Please go through the records below and return every line holding the word "rows".

==== Data shown

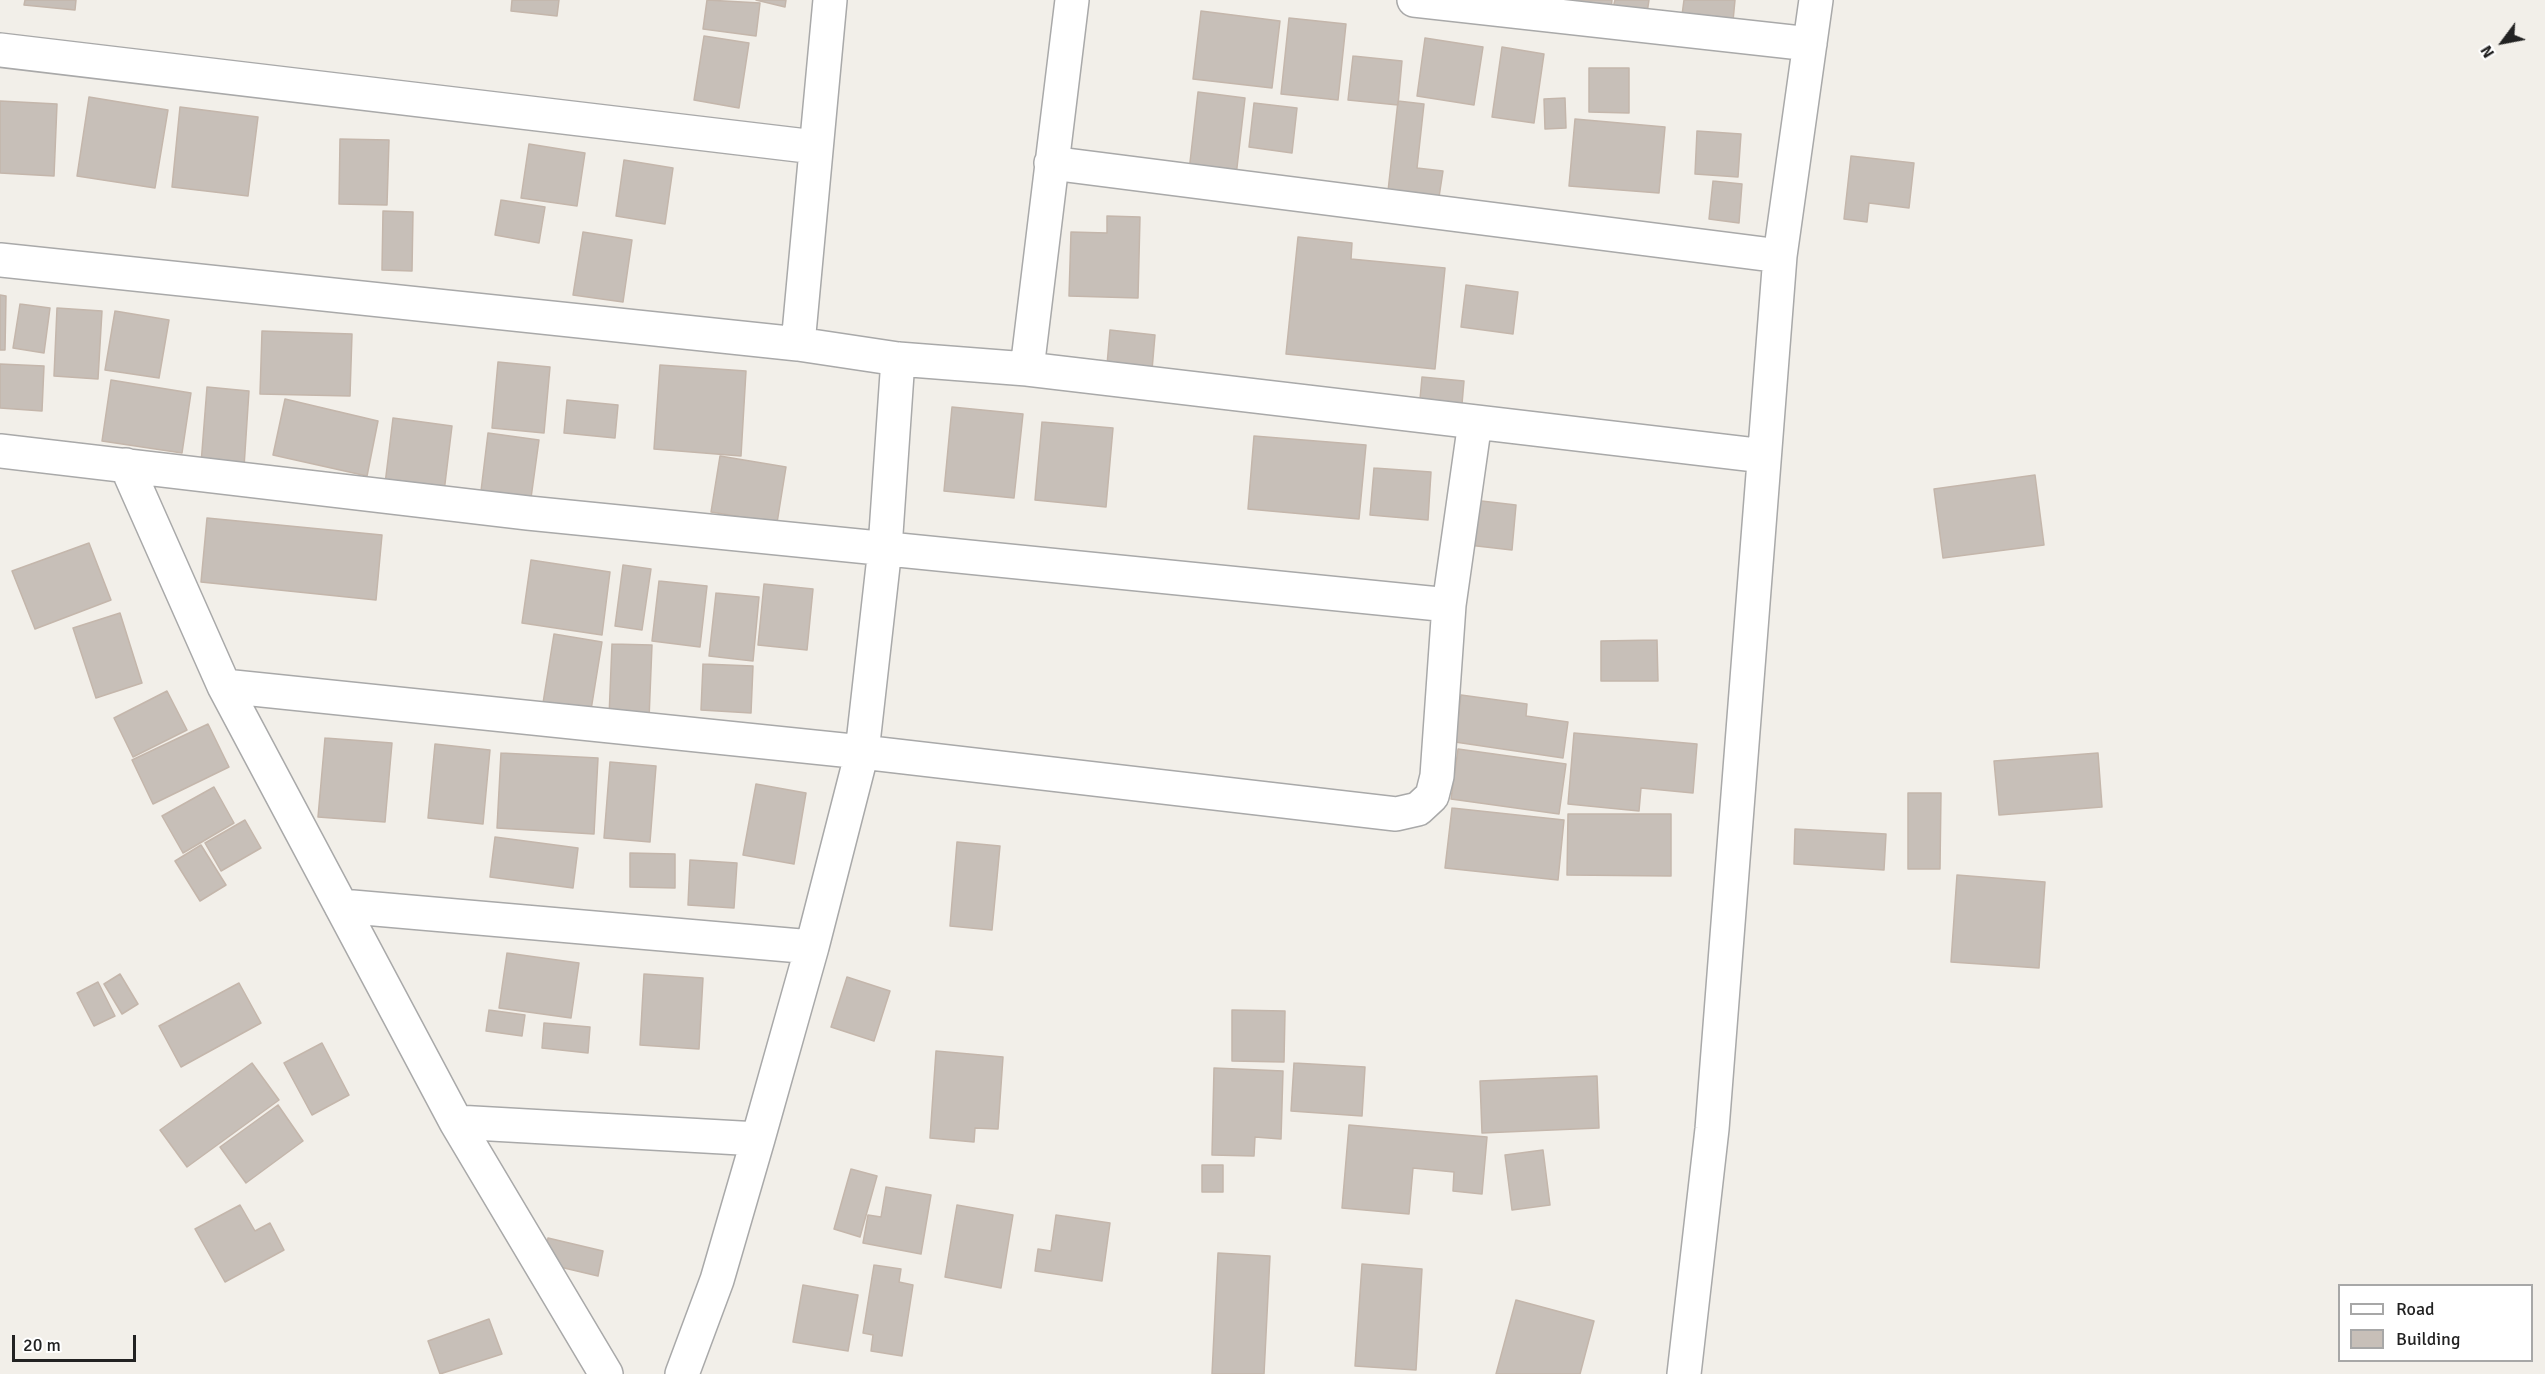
<!DOCTYPE html>
<style>
body{margin:0}
#map{position:relative;width:2545px;height:1374px;overflow:hidden;background:#f2efe9;font-family:Signika,sans-serif}
canvas{display:block}
.legend{position:absolute;left:2338px;top:1284px;width:195px;height:78px;box-sizing:border-box;background:#fff;border:2px solid #a7a7a7;margin:0;padding:8px 10px;list-style:none;font-size:18px;color:#222}
.legend li{display:flex;align-items:center;gap:12px;height:30px}
.legend b{width:30px;border:2px solid #a7a7a7}
.north{position:absolute;left:2473px;top:12px;width:60px;height:60px;-webkit-text-stroke:4px #fff;paint-order:stroke;rotate:238deg;font-size:16px;font-weight:700;line-height:24px;text-align:center;color:#222}
.north::after{content:'';display:block;margin:auto;width:21px;height:27px;background:#222;clip-path:polygon(50% 0,100% 100%,50% 72%,0 100%)}
.scale{position:absolute;left:12px;top:1335px;width:124px;height:27px;box-sizing:border-box;border:3px solid #222;border-top:0;padding-left:8px;font-size:18px;line-height:21px;white-space:nowrap;color:#222;-webkit-text-stroke:4px #fff;paint-order:stroke}
</style>
<div id="map">
<canvas width="2545" height="1374"></canvas>
<ul class="legend">
<li><b style="height:8px;background:#fff"></b>Road</li>
<li><b style="height:16px;background:#c7bfb8"></b>Building</li>
</ul>
<div class="north">N</div>
<div class="scale">20 m</div>
</div>
<script>
const ctx = document.querySelector('canvas').getContext('2d');
ctx.lineJoin = 'round';
function fill(path, color) {
  ctx.fillStyle = color;
  ctx.fill(path, 'evenodd');
}
function shape(rows) {
  const path = new Path2D();
  for (const r of rows) {
    path.moveTo(r[0], r[1]);
    for (let i = 2; i < r.length; i += 2) path.lineTo(r[i], r[i + 1]);
  }
  return path;
}
function stroke(path, color, width, dash) {
  ctx.strokeStyle = color;
  ctx.lineWidth = width;
  ctx.lineCap = dash ? 'butt' : 'round';
  ctx.setLineDash(dash || []);
  ctx.stroke(path);
}
const building = shape([
 [25,0,76,0,75,10,24,5,25,0],
 [512,0,559,0,557,16,511,11,512,0],
 [707,0,760,3,756,36,703,29,707,0],
 [756,0,786,0,785,7,756,0],
 [1548,0,1612,0,1611,11,1548,0],
 [1615,0,1649,0,1647,13,1613,8,1615,0],
 [1684,0,1735,0,1733,21,1682,15,1684,0],
 [1201,11,1280,21,1272,88,1193,79,1201,11],
 [1289,18,1346,24,1338,100,1281,94,1289,18],
 [704,36,749,43,739,108,694,100,704,36],
 [1425,38,1483,47,1474,105,1417,96,1425,38],
 [1502,47,1544,54,1534,123,1492,117,1502,47],
 [1353,56,1402,61,1398,105,1348,100,1353,56],
 [1589,68,1629,68,1629,113,1589,112,1589,68],
 [1198,92,1245,98,1236,176,1189,171,1198,92],
 [89,97,168,110,155,188,77,176,89,97],
 [1565,98,1566,128,1545,129,1544,99,1565,98],
 [0,101,57,104,54,176,0,173,0,101],
 [1398,101,1424,104,1417,168,1443,171,1439,197,1388,191,1398,101],
 [1254,103,1297,108,1292,153,1249,147,1254,103],
 [180,107,258,117,248,196,172,187,180,107],
 [1575,119,1665,127,1659,193,1569,186,1575,119],
 [1697,131,1741,134,1738,177,1695,174,1697,131],
 [340,139,389,140,387,205,339,204,340,139],
 [529,144,585,153,577,206,521,198,529,144],
 [1851,156,1914,163,1909,208,1869,203,1867,222,1844,219,1851,156],
 [624,160,673,168,665,224,616,216,624,160],
 [1713,181,1742,184,1739,223,1709,219,1713,181],
 [501,200,545,207,539,243,495,235,501,200],
 [383,211,413,212,412,271,382,270,383,211],
 [1107,216,1140,217,1138,298,1069,296,1071,232,1107,233,1107,216],
 [583,232,632,240,623,302,573,295,583,232],
 [1298,237,1352,243,1351,259,1445,268,1435,369,1286,354,1298,237],
 [1466,285,1518,292,1513,334,1461,327,1466,285],
 [0,295,6,296,5,350,0,350,0,295],
 [20,304,50,308,44,353,13,348,20,304],
 [57,308,102,311,98,379,54,376,57,308],
 [115,311,169,320,159,378,105,370,115,311],
 [1110,330,1155,335,1152,370,1107,365,1110,330],
 [262,331,352,334,350,396,260,394,262,331],
 [498,362,550,367,544,433,492,428,498,362],
 [0,364,44,366,42,411,0,408,0,364],
 [660,365,746,371,741,456,654,449,660,365],
 [1422,377,1464,381,1462,404,1420,399,1422,377],
 [111,380,191,393,182,453,102,441,111,380],
 [207,387,249,391,244,467,201,464,207,387],
 [285,399,378,421,367,476,273,455,285,399],
 [567,400,618,405,615,438,564,433,567,400],
 [952,407,1023,414,1014,498,944,491,952,407],
 [393,418,452,426,444,492,385,484,393,418],
 [1042,422,1113,428,1106,507,1035,500,1042,422],
 [488,433,539,440,531,498,481,491,488,433],
 [1254,436,1366,445,1359,519,1248,509,1254,436],
 [720,456,786,467,777,523,711,512,720,456],
 [1374,468,1431,472,1428,520,1370,515,1374,468],
 [2035,475,2044,545,1943,558,1934,489,2035,475],
 [1473,500,1516,505,1512,550,1468,545,1473,500],
 [207,518,382,535,376,600,201,582,207,518],
 [89,543,111,600,35,629,12,571,89,543],
 [531,560,610,572,602,635,522,623,531,560],
 [623,565,651,569,642,630,615,626,623,565],
 [659,581,707,586,700,647,652,641,659,581],
 [764,584,813,589,807,650,758,645,764,584],
 [716,593,759,597,753,661,709,656,716,593],
 [120,613,142,683,96,698,73,628,120,613],
 [554,634,602,642,591,710,543,703,554,634],
 [1657,640,1658,681,1601,681,1601,641,1657,640],
 [612,644,652,645,649,719,609,717,612,644],
 [703,664,753,666,751,713,701,710,703,664],
 [167,691,187,730,133,757,114,718,167,691],
 [1461,695,1527,704,1526,716,1568,722,1563,758,1455,742,1461,695],
 [208,724,229,767,153,804,132,760,208,724],
 [1574,733,1697,744,1693,793,1641,788,1639,811,1568,804,1574,733],
 [325,738,392,743,385,822,318,817,325,738],
 [435,744,490,750,483,824,428,818,435,744],
 [1458,749,1566,764,1559,814,1451,799,1458,749],
 [501,753,598,758,594,834,497,828,501,753],
 [2098,753,2102,807,1999,815,1994,761,2098,753],
 [610,762,656,766,650,842,604,838,610,762],
 [756,784,806,793,794,864,743,855,756,784],
 [214,787,234,823,183,853,162,816,214,787],
 [1908,793,1941,793,1940,869,1908,869,1908,793],
 [1452,808,1564,820,1558,880,1445,868,1452,808],
 [1568,814,1671,814,1671,876,1567,875,1568,814],
 [245,820,261,848,221,871,205,843,245,820],
 [1795,829,1886,834,1884,870,1794,864,1795,829],
 [495,837,578,848,573,888,490,877,495,837],
 [957,842,1000,846,992,930,950,926,957,842],
 [201,845,226,885,200,901,175,861,201,845],
 [630,853,675,854,675,888,630,887,630,853],
 [690,860,737,863,734,908,688,905,690,860],
 [1957,875,2045,882,2039,968,1951,962,1957,875],
 [507,953,579,963,571,1018,499,1008,507,953],
 [120,974,138,1004,122,1014,104,984,120,974],
 [644,974,703,978,699,1049,640,1045,644,974],
 [847,977,890,991,874,1041,831,1027,847,977],
 [98,982,115,1016,94,1026,77,993,98,982],
 [239,983,261,1023,181,1067,159,1026,239,983],
 [489,1010,525,1015,522,1036,486,1031,489,1010],
 [1232,1010,1285,1011,1284,1062,1232,1061,1232,1010],
 [544,1023,590,1027,588,1053,542,1048,544,1023],
 [322,1043,349,1095,312,1115,284,1063,322,1043],
 [936,1051,1003,1057,998,1129,975,1128,974,1142,930,1138,936,1051],
 [252,1063,279,1100,187,1167,160,1130,252,1063],
 [1294,1063,1365,1067,1362,1116,1291,1111,1294,1063],
 [1214,1068,1283,1071,1281,1139,1255,1137,1254,1156,1212,1155,1214,1068],
 [1597,1076,1599,1128,1482,1133,1480,1081,1597,1076],
 [278,1105,303,1141,246,1183,220,1147,278,1105],
 [1349,1125,1487,1137,1482,1194,1453,1191,1454,1172,1413,1168,1409,1214,1342,1208,1349,1125],
 [1543,1150,1550,1205,1512,1210,1505,1155,1543,1150],
 [1202,1165,1223,1165,1223,1192,1202,1192,1202,1165],
 [851,1169,877,1176,860,1237,834,1229,851,1169],
 [886,1187,931,1195,921,1254,863,1243,868,1215,881,1217,886,1187],
 [240,1205,255,1231,270,1223,284,1250,225,1282,195,1229,240,1205],
 [957,1205,1013,1215,1001,1288,945,1277,957,1205],
 [1056,1215,1110,1223,1102,1281,1035,1271,1038,1249,1051,1251,1056,1215],
 [548,1238,603,1251,598,1276,543,1263,548,1238],
 [1218,1253,1270,1256,1264,1374,1212,1374,1218,1253],
 [1362,1264,1422,1269,1416,1370,1355,1366,1362,1264],
 [874,1265,901,1269,899,1282,913,1285,902,1356,871,1351,873,1335,863,1333,874,1265],
 [803,1285,858,1295,848,1351,793,1342,803,1285],
 [1516,1300,1594,1321,1580,1374,1496,1374,1516,1300],
 [489,1319,502,1354,440,1374,428,1341,489,1319]
]);
const minor = shape([
 [1414,0,1810,44],
 [0,50,815,147],
 [1051,163,1780,256],
 [0,260,798,344,898,359,1027,369,1764,456],
 [798,344,830,0],
 [1027,369,1072,0],
 [0,451,528,513,1449,605],
 [126,465,224,686,456,1122,606,1374],
 [224,686,862,752,1396,814,1418,809,1432,796,1437,776,1449,605,1475,422],
 [341,906,812,947],
 [456,1122,758,1139],
 [682,1374,717,1280,758,1139,812,947,862,752,885,548,898,359],
 [1684,1374,1712,1129,1780,256,1816,0]
]);
fill(building, '#c7bfb8');
stroke(building, '#c4b6ab', 1.5);
stroke(minor, '#a9a9a9', 36);
stroke(minor, '#fff', 33);
</script>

========

- [Response area]
function shape(rows) {
  for (const r of rows) {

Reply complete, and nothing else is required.